The 7.1 mode is only supported under Windows XP, as well as 6.1 speaker mode is not supported by Windows 7 and Windows Vista.

====Sound Blaster Audigy 4 SE====
The Sound Blaster Audigy 4 SE (SB0610VP) is a Sound Blaster Audigy 4 Pro without the remote control. However, it uses the same audio DSP and is functionally as capable as the Audigy 2 and 4 series (other than Audigy 2 SE). It features full hardware acceleration of DirectSound and EAX.

===Sound Blaster Audigy Rx===
The Sound Blaster Audigy Rx (SB1550), released in September 2013, uses E-MU CA10300 from Audigy 4, but with a dedicated 600-ohm headphone amplifier, one TOSLINK optical output, and a PCI Express ×1 interface supported via a PLX Technology bridge controller.

===Sound Blaster Audigy Fx===
The Sound Blaster Audigy Fx (SB1570), released in September 2013, is a HDA card, it uses an ALC898 chip from Realtek, includes a 600-ohm amplifier, Sound Blaster Audigy Fx Control Panel, EAX Studio Software, and independent line-in and microphone inputs. It is a half-height expansion card with a PCI Express ×1 interface.

==Alternate drivers==
===kX Project Drivers===
An alternate, independent WDM driver for Windows was developed to provide user-control of the EMU10K1 and EMU10K2 chips found in many Audigy-branded cards. The kX Project driver supports mixing numerous different effects in real time and on the hardware of EMU10K1 and EMU10K2 chips. It was developed by Eugene Gavrilov. The driver is no longer maintained on a regular basis by its original authors, but the source code was freed under the GPLv2 license and continues to get contributions from time to time.

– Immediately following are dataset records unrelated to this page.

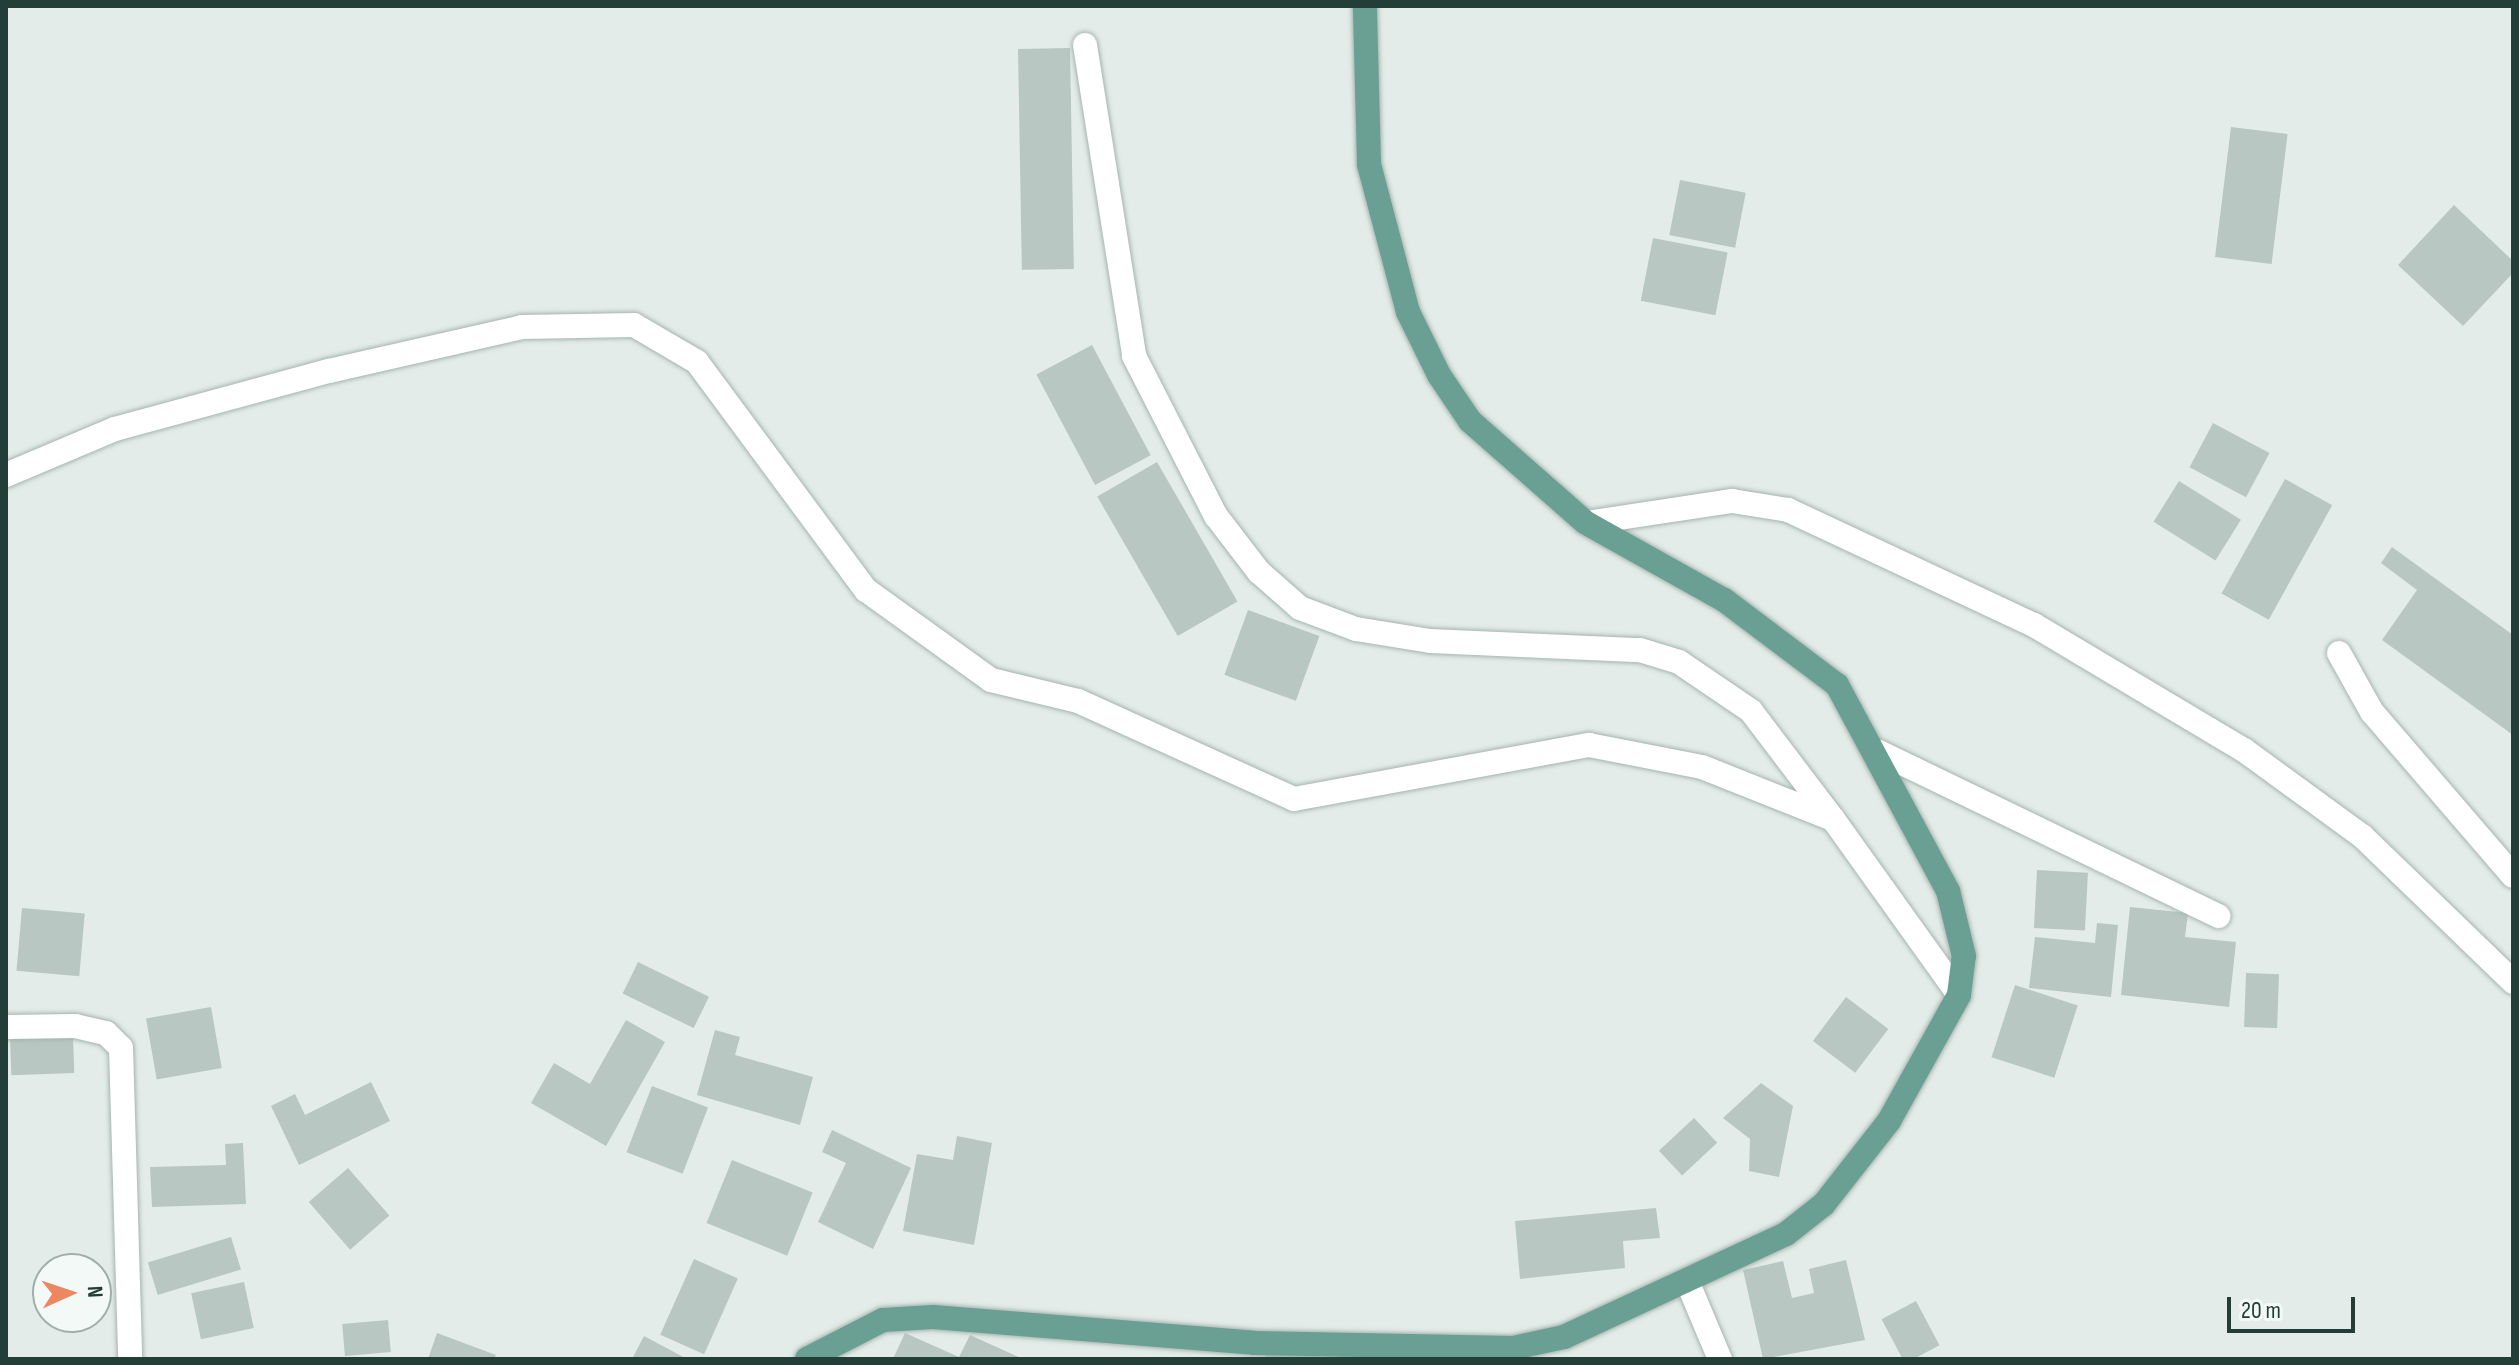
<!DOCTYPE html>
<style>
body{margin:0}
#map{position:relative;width:2519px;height:1365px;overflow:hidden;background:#e3ece8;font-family:"Sofia Sans Condensed",sans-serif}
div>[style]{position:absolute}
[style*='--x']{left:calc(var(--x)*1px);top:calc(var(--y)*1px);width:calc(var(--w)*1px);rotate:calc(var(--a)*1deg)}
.building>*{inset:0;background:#b8c7c1;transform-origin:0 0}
.roads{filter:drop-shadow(0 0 2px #a6b4af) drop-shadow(0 0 2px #a6b4af)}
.street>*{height:24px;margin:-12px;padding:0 12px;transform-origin:12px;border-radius:12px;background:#fff}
.primary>*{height:24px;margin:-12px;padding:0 12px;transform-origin:12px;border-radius:12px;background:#69a093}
span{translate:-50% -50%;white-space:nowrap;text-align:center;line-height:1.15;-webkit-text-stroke:6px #f3f9f6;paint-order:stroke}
.frame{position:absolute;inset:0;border:8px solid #233d37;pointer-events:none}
.north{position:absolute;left:32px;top:1253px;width:80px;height:80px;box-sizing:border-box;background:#f3f9f6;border:2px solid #a0aeaa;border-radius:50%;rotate:87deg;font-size:22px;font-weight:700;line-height:32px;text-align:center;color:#233d37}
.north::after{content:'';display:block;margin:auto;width:28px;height:36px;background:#ec8761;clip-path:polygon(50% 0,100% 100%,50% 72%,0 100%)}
.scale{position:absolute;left:2227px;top:1297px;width:128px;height:36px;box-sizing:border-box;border:4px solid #233d37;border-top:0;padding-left:10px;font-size:24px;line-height:28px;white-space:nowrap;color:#233d37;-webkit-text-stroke:6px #f3f9f6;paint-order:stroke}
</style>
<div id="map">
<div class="building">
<i style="left:1070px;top:48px;width:221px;height:52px;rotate:89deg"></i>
<i style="left:2231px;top:127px;width:57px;height:131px;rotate:7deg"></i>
<i style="left:1680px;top:180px;width:67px;height:56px;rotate:11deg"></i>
<i style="clip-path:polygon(2454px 205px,2513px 261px,2513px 273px,2463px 326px,2398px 265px)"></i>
<i style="left:1653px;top:238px;width:76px;height:64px;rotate:11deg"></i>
<i style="left:1092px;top:345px;width:125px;height:63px;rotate:62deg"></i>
<i style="left:2213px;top:423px;width:64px;height:50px;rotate:28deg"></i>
<i style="left:1157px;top:462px;width:161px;height:69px;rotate:60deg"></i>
<i style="left:2285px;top:479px;width:54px;height:131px;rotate:29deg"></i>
<i style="left:2179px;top:481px;width:73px;height:48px;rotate:32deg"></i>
<i style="clip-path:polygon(2392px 547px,2513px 635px,2513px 735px,2382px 640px,2417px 590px,2381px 563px)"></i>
<i style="left:1248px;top:610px;width:76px;height:69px;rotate:20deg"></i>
<i style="left:2037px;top:870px;width:51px;height:58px;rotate:3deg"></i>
<i style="clip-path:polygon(2130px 907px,2188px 913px,2185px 937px,2236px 942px,2229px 1007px,2121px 995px)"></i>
<i style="left:22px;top:908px;width:63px;height:63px;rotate:5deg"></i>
<i style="clip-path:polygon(2097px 923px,2118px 925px,2111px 997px,2029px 988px,2035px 937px,2095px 943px)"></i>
<i style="left:638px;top:962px;width:79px;height:35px;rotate:26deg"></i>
<i style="left:2246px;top:973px;width:33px;height:54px;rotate:2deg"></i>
<i style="left:2015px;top:985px;width:66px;height:76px;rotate:18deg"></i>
<i style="left:1846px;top:997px;width:53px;height:55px;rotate:37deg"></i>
<i style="left:211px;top:1007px;width:62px;height:66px;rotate:80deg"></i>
<i style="clip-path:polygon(626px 1020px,665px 1042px,606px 1146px,531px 1103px,554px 1063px,590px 1084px)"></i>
<i style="clip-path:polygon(715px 1030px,740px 1037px,735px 1055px,813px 1077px,800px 1125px,697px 1095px)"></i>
<i style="left:73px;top:1037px;width:36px;height:63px;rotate:88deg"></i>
<i style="clip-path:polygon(371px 1082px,390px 1121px,299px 1165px,271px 1106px,295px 1094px,305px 1115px)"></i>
<i style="clip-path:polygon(1761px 1083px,1793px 1106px,1779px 1177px,1749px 1171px,1750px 1139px,1723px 1118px)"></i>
<i style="left:652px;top:1086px;width:60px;height:71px;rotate:21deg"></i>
<i style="left:1694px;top:1118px;width:34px;height:48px;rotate:47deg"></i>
<i style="clip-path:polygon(832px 1130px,911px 1168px,873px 1249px,818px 1222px,846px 1163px,822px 1152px)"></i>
<i style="clip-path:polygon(957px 1136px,992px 1143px,974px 1245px,903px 1231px,917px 1154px,953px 1160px)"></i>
<i style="clip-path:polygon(243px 1143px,246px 1204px,152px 1207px,150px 1167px,226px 1165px,225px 1144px)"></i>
<i style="left:732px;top:1160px;width:87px;height:68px;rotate:22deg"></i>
<i style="left:348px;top:1168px;width:63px;height:52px;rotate:49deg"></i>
<i style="clip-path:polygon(1656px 1208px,1660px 1238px,1623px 1241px,1625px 1268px,1520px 1279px,1515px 1221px)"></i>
<i style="left:231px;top:1237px;width:34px;height:87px;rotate:73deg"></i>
<i style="left:694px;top:1259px;width:48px;height:83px;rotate:24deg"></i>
<i style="clip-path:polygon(1846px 1260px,1865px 1340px,1763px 1359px,1743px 1270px,1783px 1261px,1792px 1298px,1814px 1293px,1809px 1269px)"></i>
<i style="left:244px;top:1282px;width:47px;height:54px;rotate:78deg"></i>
<i style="left:1916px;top:1301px;width:50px;height:39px;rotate:62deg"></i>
<i style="left:388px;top:1320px;width:32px;height:46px;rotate:85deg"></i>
<i style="clip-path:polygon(437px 1333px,496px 1355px,494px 1359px,428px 1359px)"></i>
<i style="clip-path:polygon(905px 1333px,959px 1357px,970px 1335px,1023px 1359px,893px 1359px)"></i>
<i style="clip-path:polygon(644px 1336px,687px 1359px,632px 1359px)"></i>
<i style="clip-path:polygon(1265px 1353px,1318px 1354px,1318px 1359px,1265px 1359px)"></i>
</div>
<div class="roads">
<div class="street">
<i style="--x:1085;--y:45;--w:315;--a:81"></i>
<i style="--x:1134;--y:356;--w:180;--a:62.9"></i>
<i style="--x:1216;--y:516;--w:71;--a:52.5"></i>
<i style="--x:1259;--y:572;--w:55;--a:41.3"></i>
<i style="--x:1300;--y:608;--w:60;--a:20.6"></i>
<i style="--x:1356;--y:629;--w:75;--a:9.2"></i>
<i style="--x:1430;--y:641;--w:210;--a:2.5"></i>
<i style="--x:1640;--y:650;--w:41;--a:17.1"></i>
<i style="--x:1679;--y:662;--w:87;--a:34.2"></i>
<i style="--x:1751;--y:711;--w:136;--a:52.8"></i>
<i style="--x:6;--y:475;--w:118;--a:-22.9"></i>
<i style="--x:115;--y:429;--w:222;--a:-15.2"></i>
<i style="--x:329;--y:371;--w:198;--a:-12.8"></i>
<i style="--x:522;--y:327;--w:112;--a:-1"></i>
<i style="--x:634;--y:325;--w:73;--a:30.4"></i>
<i style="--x:697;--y:362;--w:284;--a:53.5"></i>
<i style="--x:866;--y:590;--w:154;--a:35.8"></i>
<i style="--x:991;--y:680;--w:89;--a:13.6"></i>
<i style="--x:1078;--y:701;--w:237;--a:24.4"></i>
<i style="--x:1294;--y:799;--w:300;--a:-10.4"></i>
<i style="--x:1589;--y:745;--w:115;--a:11"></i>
<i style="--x:1702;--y:767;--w:141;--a:21.7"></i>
<i style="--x:1833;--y:819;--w:216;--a:54.4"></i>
<i style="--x:1586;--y:523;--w:148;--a:-8.6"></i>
<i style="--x:1732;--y:501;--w:57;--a:9.1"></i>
<i style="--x:1788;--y:510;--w:272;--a:25.1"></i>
<i style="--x:2034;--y:625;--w:244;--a:30.8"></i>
<i style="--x:2244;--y:750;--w:146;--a:36.1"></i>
<i style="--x:2362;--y:836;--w:210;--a:44"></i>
<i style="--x:2339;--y:653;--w:68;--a:60.8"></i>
<i style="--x:2372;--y:712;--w:216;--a:49.3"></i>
<i style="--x:1879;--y:752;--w:377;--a:25.8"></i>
<i style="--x:6;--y:1027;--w:69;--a:-0.8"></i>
<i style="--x:75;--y:1026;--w:32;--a:13"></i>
<i style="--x:106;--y:1033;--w:21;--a:45"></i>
<i style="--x:121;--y:1048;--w:311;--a:88.3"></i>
<i style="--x:1687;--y:1281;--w:85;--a:67.1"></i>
</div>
<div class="primary">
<i style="--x:807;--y:1359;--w:85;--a:-27.2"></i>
<i style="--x:883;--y:1320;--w:50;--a:-3.4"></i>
<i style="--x:933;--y:1317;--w:322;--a:4.6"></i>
<i style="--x:1254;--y:1343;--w:259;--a:1.1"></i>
<i style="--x:1513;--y:1348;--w:52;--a:-12.2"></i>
<i style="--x:1564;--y:1337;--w:245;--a:-24.9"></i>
<i style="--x:1786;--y:1234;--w:48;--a:-38.3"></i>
<i style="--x:1824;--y:1204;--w:105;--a:-51.9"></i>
<i style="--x:1889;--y:1121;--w:144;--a:-60.9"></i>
<i style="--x:1959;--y:995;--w:39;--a:-83"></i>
<i style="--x:1964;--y:956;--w:67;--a:-103.8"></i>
<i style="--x:1948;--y:891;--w:234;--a:-118.3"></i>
<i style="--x:1837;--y:685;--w:141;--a:-143"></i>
<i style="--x:1724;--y:600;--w:158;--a:-150.8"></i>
<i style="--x:1586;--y:523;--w:154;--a:-138.7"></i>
<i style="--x:1470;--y:421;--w:55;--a:-124"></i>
<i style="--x:1439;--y:375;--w:70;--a:-116.2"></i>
<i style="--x:1408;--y:312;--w:153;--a:-104.8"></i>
<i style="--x:1369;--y:164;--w:158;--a:-91.5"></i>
</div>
</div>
<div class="frame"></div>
<div class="north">N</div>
<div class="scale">20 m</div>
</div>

===SB Audigy Series Support Pack===
User daniel_k (Daniel Kawakami) from Creative's forums does maintenance updates to keep compatibility with the latest version of Windows and implements several non public fixes. They are available on both Creative's forums and his blog.

The latest version is based on Creative's Audigy Rx driver. For the older Audigy cards, there are both benefits and drawbacks compared to the latest official drivers: while they bring back CMSS2, which was deprecated by Creative on Vista/7, OpenAL quality is reported to differ significantly and these drivers do not support EAX in combination with OpenAL.

After Windows 10 1903 update, the drivers stopped working, they install, but there is no sound from the soundcard, neither can the Creative Audio Console see the card. A solution is to install the latest driver from Audigy RX (manually via *inf). The rest of the package (Creative programs) can be left from daniel_k package.